筆者のキャラクタのアビリティは、このようなボタン配置で登録している。慣れると素早くRボタンで登録ページのタブ切り替え&アビリティ使用ができるようになり、テクニカルな戦闘操作感が気持ちよくなってくる


 アビリティはSP(ソーマポイント)を消費し、攻撃系から回復、防御、支援系など様々なものがある。一定範囲内に効果を及ぼす「ホーリーアーマー」や「デバインマジック」などは、仲間キャラが範囲内にいるときに使用するべきで、そのタイミングを見極めるのが意外に楽しい。発動中に仲間キャラが敵を発見し、そっちへ突撃して行ってしまい、発動完了したときには範囲外に出てしまっていることなどが良くあったりする(とっさに発動をキャンセルすることが可能ではあるのだが)。近接攻撃のアビリティは、基本攻撃のパワーアップ版や、2~3回の高速連続攻撃、ヒット時に敵を弱体化させる技など、こちらも様々な種類が用意されている。

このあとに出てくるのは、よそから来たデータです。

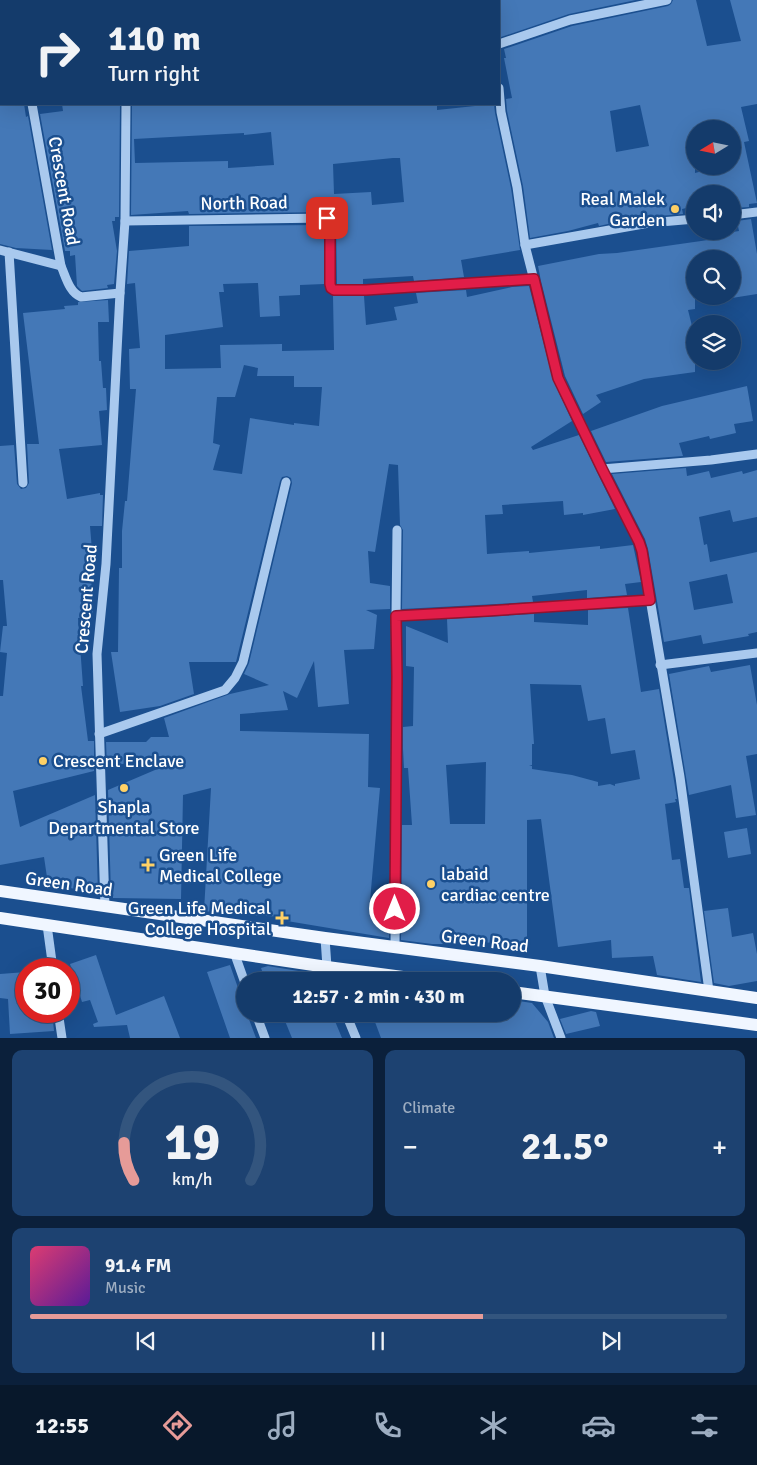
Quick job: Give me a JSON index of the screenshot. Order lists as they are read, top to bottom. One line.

 アビリティはレベルアップ時に得られるポイントを振ることで強化でき、一度振ったポイントをリセットして戻すことも可能なため、キャラ特性を自由にいじることができる。ただし、「腕力」などのステータス関連パラメーター値は、一度振ったポイントをリセットできないので注意していただきたい。


■ ブレイク&スーパーブレイクについて

 本作のバトルにおいて、敵に大ダメージを与える重要なシステムが「ブレイク」と「Sブレイク」だ。敵に一定量のダメージを与えると、敵の頭上に「!」マークが表示され、さらに続けてダメージを与えていくと「!!」マークが、そこ追撃を決めると「!!!」マークと共に「BREAK」の文字が表示される。ブレイクの最中は完全無防備状態となり、攻撃に追加ダメージが加わり威力が大幅にアップする。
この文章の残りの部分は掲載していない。